> **WORK ITEM**: Please give the number of lines in the records below that include "fractalNoise", with no other output.

▼▼▼

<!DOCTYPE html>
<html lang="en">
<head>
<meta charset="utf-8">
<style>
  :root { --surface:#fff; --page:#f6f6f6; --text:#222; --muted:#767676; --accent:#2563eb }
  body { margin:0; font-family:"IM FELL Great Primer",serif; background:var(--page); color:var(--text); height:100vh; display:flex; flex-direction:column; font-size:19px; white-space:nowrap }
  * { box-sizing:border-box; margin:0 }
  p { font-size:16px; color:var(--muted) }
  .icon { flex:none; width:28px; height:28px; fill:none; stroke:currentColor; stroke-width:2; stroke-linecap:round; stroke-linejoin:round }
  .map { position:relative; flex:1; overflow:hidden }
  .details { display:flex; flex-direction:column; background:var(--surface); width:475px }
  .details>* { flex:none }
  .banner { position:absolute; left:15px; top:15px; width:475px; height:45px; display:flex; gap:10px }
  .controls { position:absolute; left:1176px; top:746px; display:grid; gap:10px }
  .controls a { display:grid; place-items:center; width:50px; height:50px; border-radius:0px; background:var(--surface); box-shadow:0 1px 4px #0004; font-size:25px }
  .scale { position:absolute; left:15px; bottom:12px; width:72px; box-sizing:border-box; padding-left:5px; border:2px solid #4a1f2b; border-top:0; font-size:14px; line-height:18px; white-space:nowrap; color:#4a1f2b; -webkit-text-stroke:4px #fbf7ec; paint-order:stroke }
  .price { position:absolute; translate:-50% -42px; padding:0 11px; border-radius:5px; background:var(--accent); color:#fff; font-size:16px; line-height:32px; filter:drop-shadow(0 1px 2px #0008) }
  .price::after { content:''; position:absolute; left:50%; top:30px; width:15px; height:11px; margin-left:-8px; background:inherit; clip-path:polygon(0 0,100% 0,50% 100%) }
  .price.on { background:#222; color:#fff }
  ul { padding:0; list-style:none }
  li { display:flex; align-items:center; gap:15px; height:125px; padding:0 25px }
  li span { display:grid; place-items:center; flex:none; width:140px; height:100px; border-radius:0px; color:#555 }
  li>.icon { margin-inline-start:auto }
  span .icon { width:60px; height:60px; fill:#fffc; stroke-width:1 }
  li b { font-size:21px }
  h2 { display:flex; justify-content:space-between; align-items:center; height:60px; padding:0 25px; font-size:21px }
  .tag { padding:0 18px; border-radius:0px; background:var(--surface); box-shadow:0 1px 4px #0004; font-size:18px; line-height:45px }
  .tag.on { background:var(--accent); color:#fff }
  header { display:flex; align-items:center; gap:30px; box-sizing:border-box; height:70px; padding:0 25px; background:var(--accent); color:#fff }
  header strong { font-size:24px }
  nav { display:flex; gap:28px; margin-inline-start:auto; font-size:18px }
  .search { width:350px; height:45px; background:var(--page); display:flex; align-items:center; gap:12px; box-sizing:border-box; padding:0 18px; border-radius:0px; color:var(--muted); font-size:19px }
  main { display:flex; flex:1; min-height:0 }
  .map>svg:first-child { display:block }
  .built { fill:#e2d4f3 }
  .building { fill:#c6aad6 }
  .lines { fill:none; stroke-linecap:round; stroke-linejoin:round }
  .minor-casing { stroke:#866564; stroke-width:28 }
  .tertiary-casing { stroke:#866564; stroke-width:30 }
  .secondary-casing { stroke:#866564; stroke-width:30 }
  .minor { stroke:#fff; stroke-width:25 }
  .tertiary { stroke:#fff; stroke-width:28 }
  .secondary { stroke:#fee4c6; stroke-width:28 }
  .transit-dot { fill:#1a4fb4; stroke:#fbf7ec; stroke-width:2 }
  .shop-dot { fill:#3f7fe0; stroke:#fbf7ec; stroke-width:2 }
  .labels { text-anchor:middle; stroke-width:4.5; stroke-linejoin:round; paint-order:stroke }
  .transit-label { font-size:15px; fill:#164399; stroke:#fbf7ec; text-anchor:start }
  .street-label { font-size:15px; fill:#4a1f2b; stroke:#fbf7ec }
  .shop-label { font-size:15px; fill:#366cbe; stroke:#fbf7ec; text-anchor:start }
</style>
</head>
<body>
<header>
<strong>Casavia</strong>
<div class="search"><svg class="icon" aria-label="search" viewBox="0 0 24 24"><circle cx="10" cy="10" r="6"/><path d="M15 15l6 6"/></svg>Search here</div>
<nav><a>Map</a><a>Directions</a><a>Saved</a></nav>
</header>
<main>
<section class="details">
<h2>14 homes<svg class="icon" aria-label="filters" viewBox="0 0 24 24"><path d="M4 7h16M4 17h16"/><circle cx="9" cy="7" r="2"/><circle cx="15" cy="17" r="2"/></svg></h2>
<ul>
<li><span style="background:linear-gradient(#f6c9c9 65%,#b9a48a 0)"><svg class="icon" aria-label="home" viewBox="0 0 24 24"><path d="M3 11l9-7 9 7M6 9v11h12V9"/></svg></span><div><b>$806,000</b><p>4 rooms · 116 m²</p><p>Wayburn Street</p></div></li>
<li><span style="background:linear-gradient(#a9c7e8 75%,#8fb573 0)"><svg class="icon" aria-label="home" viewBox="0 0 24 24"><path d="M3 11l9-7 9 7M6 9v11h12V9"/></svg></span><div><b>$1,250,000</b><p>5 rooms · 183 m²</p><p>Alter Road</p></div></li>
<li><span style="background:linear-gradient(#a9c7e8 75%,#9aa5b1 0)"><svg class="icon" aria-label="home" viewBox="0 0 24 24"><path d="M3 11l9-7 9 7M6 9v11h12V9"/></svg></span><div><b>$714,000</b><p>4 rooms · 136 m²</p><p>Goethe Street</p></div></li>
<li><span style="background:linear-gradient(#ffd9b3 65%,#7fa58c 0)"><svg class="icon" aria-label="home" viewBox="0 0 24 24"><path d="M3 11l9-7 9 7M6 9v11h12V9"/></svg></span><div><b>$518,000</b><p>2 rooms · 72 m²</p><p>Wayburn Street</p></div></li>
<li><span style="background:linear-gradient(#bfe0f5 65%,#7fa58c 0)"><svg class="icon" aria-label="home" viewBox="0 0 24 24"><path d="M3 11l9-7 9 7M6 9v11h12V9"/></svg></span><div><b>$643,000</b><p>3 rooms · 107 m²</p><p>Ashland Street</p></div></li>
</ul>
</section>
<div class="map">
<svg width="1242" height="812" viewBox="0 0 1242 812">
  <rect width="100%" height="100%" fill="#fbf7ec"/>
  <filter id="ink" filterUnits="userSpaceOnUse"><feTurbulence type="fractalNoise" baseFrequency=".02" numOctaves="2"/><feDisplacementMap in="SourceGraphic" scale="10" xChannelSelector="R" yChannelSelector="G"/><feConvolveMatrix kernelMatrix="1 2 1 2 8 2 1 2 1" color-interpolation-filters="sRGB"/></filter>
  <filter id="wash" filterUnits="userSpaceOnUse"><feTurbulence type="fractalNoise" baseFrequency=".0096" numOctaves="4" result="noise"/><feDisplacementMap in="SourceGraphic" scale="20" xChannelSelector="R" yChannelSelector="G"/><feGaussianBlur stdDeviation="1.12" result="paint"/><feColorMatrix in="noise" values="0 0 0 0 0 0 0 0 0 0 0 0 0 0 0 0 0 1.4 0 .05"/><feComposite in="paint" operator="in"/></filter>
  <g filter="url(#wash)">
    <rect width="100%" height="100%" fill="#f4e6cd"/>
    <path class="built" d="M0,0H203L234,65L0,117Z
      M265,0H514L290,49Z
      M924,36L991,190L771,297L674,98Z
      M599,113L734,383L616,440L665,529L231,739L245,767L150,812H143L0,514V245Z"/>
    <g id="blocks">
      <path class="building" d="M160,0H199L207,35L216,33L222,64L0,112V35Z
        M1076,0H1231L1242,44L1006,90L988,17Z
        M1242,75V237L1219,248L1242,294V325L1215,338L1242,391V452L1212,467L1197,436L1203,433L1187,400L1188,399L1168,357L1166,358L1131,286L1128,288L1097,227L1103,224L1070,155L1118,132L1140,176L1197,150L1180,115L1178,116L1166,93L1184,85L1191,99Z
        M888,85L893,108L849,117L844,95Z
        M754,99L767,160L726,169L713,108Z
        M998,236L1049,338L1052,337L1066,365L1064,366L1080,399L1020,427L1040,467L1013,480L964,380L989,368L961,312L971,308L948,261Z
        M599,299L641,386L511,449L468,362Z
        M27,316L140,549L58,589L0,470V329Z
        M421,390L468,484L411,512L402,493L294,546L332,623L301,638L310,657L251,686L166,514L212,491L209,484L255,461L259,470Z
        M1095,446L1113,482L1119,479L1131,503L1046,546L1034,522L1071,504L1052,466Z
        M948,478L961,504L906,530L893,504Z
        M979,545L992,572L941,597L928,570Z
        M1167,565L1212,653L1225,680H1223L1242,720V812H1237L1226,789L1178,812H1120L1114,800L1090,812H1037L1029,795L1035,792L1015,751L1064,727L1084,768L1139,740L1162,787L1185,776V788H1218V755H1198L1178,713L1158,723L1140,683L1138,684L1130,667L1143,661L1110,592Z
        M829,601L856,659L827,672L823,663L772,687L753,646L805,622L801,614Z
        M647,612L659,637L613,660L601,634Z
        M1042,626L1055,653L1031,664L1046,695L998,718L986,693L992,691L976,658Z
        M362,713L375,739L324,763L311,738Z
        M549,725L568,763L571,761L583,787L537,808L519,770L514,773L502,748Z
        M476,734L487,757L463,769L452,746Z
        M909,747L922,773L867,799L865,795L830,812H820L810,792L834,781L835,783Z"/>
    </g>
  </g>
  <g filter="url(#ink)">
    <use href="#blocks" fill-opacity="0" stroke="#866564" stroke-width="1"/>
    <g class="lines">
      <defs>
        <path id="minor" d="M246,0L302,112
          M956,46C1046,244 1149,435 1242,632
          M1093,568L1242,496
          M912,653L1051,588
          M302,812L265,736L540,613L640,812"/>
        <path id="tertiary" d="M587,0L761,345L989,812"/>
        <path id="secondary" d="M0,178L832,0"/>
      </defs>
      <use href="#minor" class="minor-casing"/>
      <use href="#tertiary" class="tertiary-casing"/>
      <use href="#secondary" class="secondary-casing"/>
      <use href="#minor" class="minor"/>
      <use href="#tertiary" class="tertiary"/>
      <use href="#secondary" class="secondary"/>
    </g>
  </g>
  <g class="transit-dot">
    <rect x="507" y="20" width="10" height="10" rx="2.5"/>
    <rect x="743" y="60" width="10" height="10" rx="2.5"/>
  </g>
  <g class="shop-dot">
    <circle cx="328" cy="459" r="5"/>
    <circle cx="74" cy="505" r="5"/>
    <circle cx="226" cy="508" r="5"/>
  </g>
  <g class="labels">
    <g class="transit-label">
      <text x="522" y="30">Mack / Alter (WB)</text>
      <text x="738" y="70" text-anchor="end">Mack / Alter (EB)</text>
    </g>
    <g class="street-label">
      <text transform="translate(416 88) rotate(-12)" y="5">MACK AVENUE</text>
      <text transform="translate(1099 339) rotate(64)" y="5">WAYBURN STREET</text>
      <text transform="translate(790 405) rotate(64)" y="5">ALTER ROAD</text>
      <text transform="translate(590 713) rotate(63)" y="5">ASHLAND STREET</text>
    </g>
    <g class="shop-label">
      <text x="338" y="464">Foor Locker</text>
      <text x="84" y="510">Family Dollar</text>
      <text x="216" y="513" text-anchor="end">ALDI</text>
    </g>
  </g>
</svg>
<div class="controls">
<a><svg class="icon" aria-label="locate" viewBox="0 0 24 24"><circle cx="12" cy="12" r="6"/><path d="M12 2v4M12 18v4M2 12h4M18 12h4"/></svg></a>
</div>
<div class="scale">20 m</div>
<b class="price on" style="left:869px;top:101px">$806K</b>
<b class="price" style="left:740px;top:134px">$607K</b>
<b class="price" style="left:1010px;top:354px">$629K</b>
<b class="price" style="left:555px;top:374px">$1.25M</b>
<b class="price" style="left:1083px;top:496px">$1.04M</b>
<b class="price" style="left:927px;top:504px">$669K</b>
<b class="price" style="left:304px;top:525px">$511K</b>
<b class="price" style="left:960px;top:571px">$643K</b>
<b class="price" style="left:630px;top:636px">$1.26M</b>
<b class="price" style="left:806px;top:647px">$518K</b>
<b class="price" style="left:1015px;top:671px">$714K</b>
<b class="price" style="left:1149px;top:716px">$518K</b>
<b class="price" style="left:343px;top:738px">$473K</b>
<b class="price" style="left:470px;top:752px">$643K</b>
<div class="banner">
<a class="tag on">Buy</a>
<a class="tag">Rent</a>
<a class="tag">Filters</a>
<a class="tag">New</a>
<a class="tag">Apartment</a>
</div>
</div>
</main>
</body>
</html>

▲▲▲

> **THE ANSWER**: 2